[PATCH bpf-next 1/5] perf/core: Add PERF_FORMAT_LOST read_format

From: Daniel Xu
Date: Tue Sep 17 2019 - 09:31:36 EST


It's useful to know kprobe's nmissed count. For example with tracing
tools, it's important to know when events may have been lost. debugfs
currently exposes a control file to get this information, but it is not
compatible with probes registered with the perf API.

While bpf programs may be able to manually count nhit, there is no way
to gather nmissed. In other words, it is currently not possible to this
retrieve information about FD-based probes.

This patch adds a new field to perf's read_format that lets users query
misses. Misses include both misses from the underlying kprobe
infrastructure and misses from ringbuffer infrastructure.

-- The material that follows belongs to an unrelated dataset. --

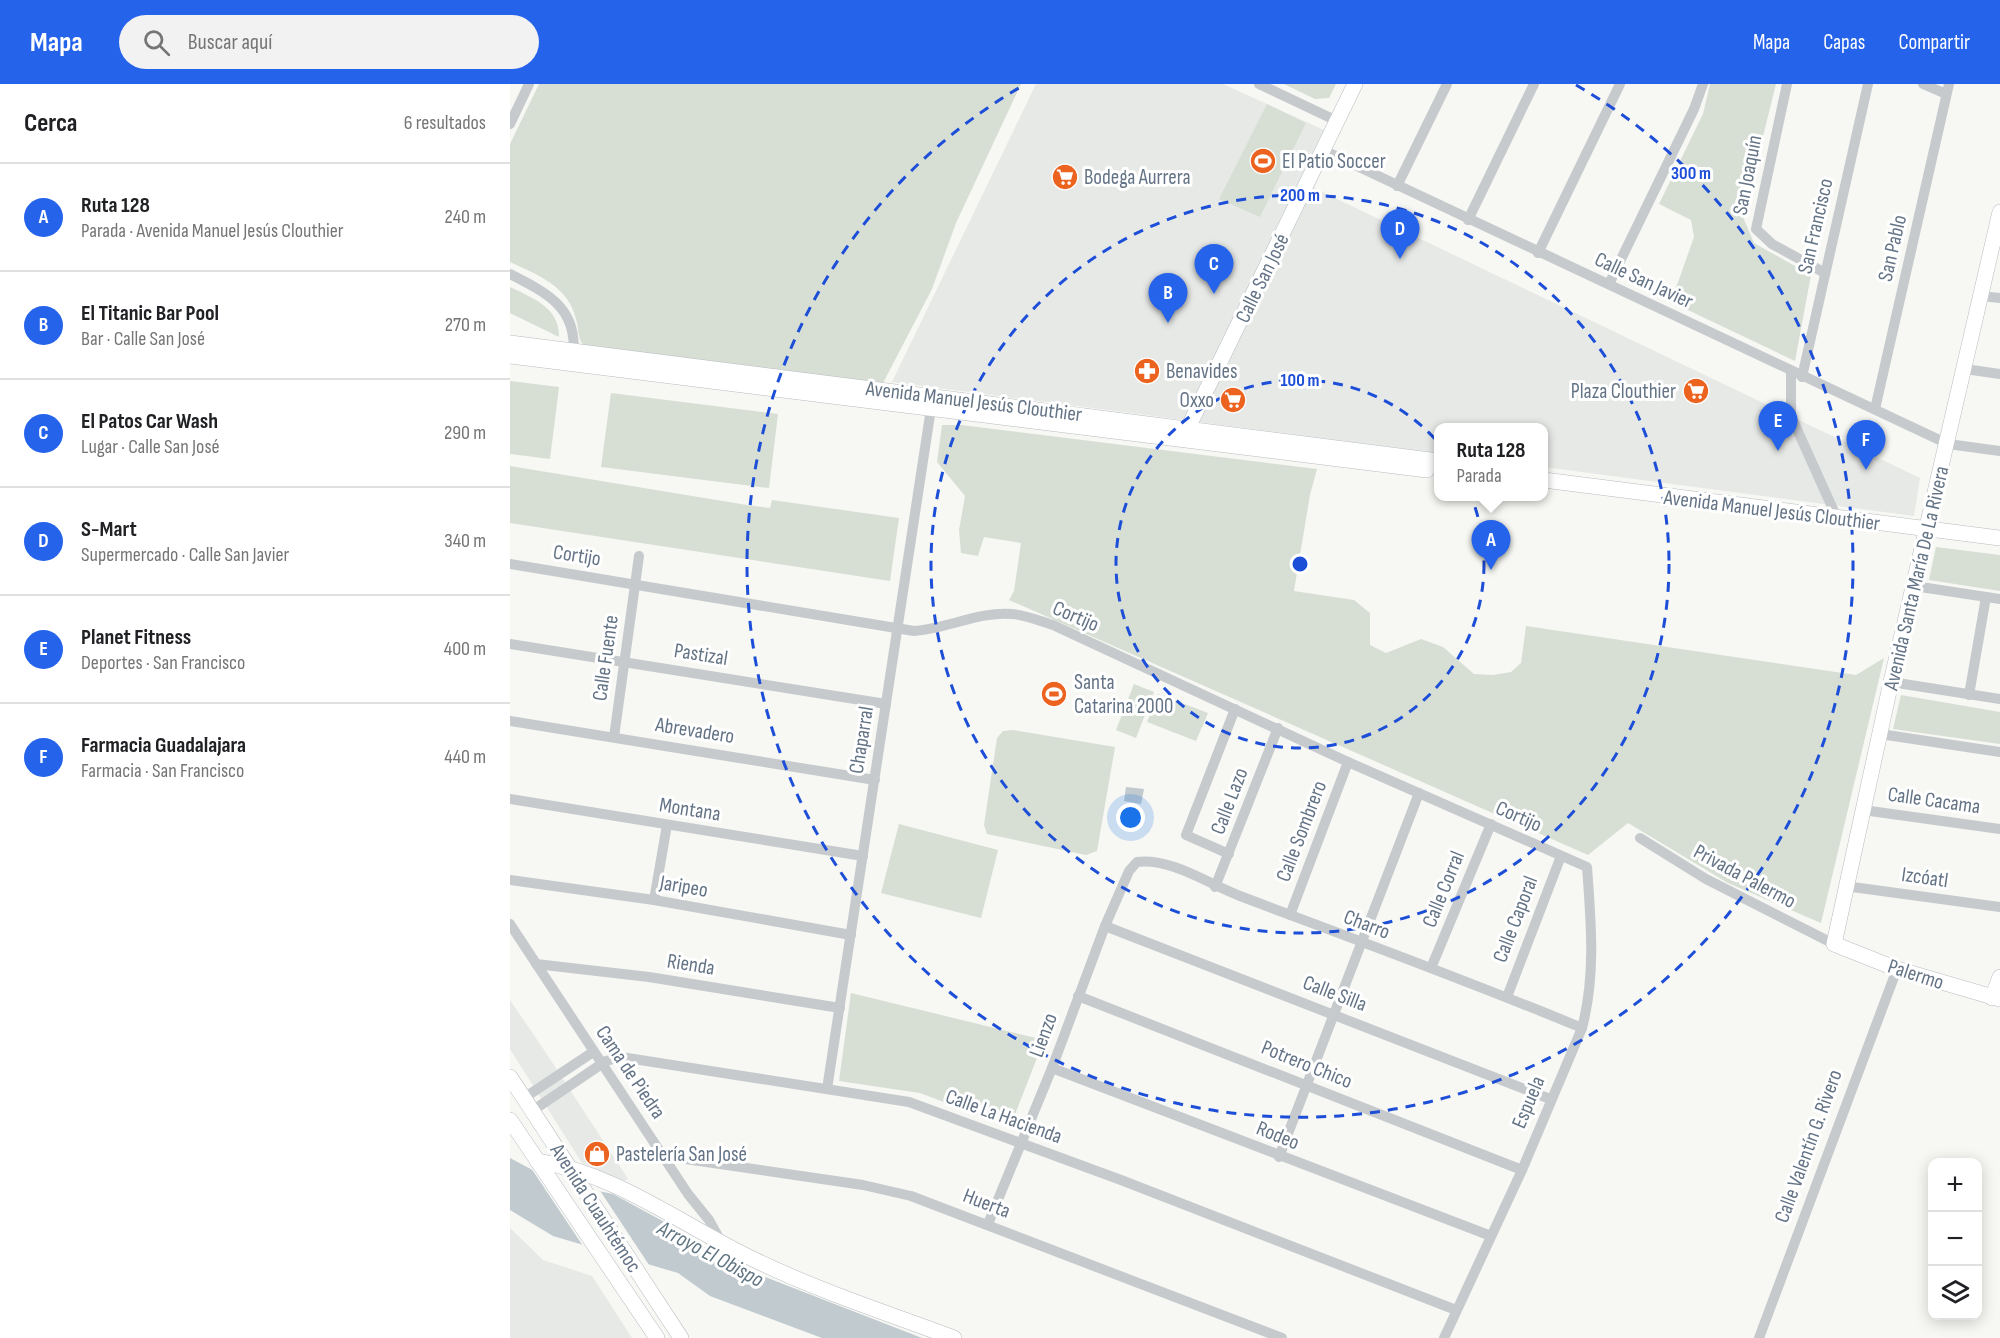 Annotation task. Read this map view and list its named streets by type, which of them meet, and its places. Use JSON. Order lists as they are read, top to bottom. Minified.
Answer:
{"streets":{"street":["San Joaquín","San Francisco","San Pablo","Calle San José","Calle San Javier","Avenida Manuel Jesús Clouthier","Cortijo","Avenida Santa María De La Rivera","Pastizal","Calle Fuente","Abrevadero","Chaparral","Calle Cacama","Calle Lazo","Montana","Calle Sombrero","Privada Palermo","Izcóatl","Jaripeo","Calle Corral","Calle Caporal","Charro","Rienda","Palermo","Calle Silla","Lienzo","Potrero Chico","Cama de Piedra","Espuela","Calle La Hacienda","Rodeo","Calle Valentín G. Rivero","Huerta","Avenida Cuauhtémoc"]},"crossings":[["San Joaquín","San Francisco"],["San Francisco","Calle San Javier"],["San Pablo","Calle San Javier"],["Calle San José","Calle San Javier"],["Calle San José","Avenida Manuel Jesús Clouthier"],["Calle San Javier","Avenida Santa María De La Rivera"],["Avenida Manuel Jesús Clouthier","Avenida Santa María De La Rivera"],["Avenida Manuel Jesús Clouthier","Chaparral"],["Cortijo","Calle Fuente"],["Cortijo","Chaparral"],["Cortijo","Calle Lazo"],["Cortijo","Calle Sombrero"],["Cortijo","Calle Corral"],["Cortijo","Calle Caporal"],["Cortijo","Espuela"],["Avenida Santa María De La Rivera","Calle Cacama"],["Avenida Santa María De La Rivera","Privada Palermo"],["Avenida Santa María De La Rivera","Izcóatl"],["Avenida Santa María De La Rivera","Palermo"],["Pastizal","Calle Fuente"],["Pastizal","Chaparral"],["Calle Fuente","Abrevadero"],["Abrevadero","Chaparral"],["Chaparral","Montana"],["Chaparral","Jaripeo"],["Chaparral","Rienda"],["Chaparral","Calle La Hacienda"],["Calle Lazo","Charro"],["Calle Sombrero","Charro"],["Privada Palermo","Palermo"],["Calle Corral","Charro"],["Calle Caporal","Charro"],["Charro","Lienzo"],["Charro","Espuela"],["Rienda","Cama de Piedra"],["Palermo","Calle Valentín G. Rivero"],["Calle Silla","Lienzo"],["Calle Silla","Espuela"],["Lienzo","Potrero Chico"],["Lienzo","Calle La Hacienda"],["Lienzo","Rodeo"],["Lienzo","Huerta"],["Potrero Chico","Espuela"],["Cama de Piedra","Calle La Hacienda"],["Cama de Piedra","Huerta"],["Espuela","Calle La Hacienda"],["Espuela","Rodeo"],["Calle La Hacienda","Avenida Cuauhtémoc"]],"water":["Arroyo El Obispo"],"places":{"sports":["El Patio Soccer","Santa Catarina 2000"],"supermarket":["Bodega Aurrera","Plaza Clouthier","Oxxo"],"pharmacy":["Benavides"],"shop":["Pastelería San José"]},"page":{"header":"Mapa","search":"Buscar aquí","nav":["Mapa","Capas","Compartir"],"heading":["Cerca","6 resultados"],"list":[{"mark":"A","name":"Ruta 128","note":"Parada · Avenida Manuel Jesús Clouthier","value":"240 m"},{"mark":"B","name":"El Titanic Bar Pool","note":"Bar · Calle San José","value":"270 m"},{"mark":"C","name":"El Patos Car Wash","note":"Lugar · Calle San José","value":"290 m"},{"mark":"D","name":"S-Mart","note":"Supermercado · Calle San Javier","value":"340 m"},{"mark":"E","name":"Planet Fitness","note":"Deportes · San Francisco","value":"400 m"},{"mark":"F","name":"Farmacia Guadalajara","note":"Farmacia · San Francisco","value":"440 m"}],"pins":["D","C","B","E","F","A"],"popup":["Ruta 128","Parada"],"map_buttons":["+","−"]},"rings":["300 m","200 m","100 m"]}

Signed-off-by: Daniel Xu <dxu@xxxxxxxxx>
---
include/linux/trace_events.h | 1 +
include/uapi/linux/perf_event.h | 5 ++++-
kernel/events/core.c | 39 ++++++++++++++++++++++++++++++---
kernel/trace/trace_kprobe.c | 8 +++++++
4 files changed, 49 insertions(+), 4 deletions(-)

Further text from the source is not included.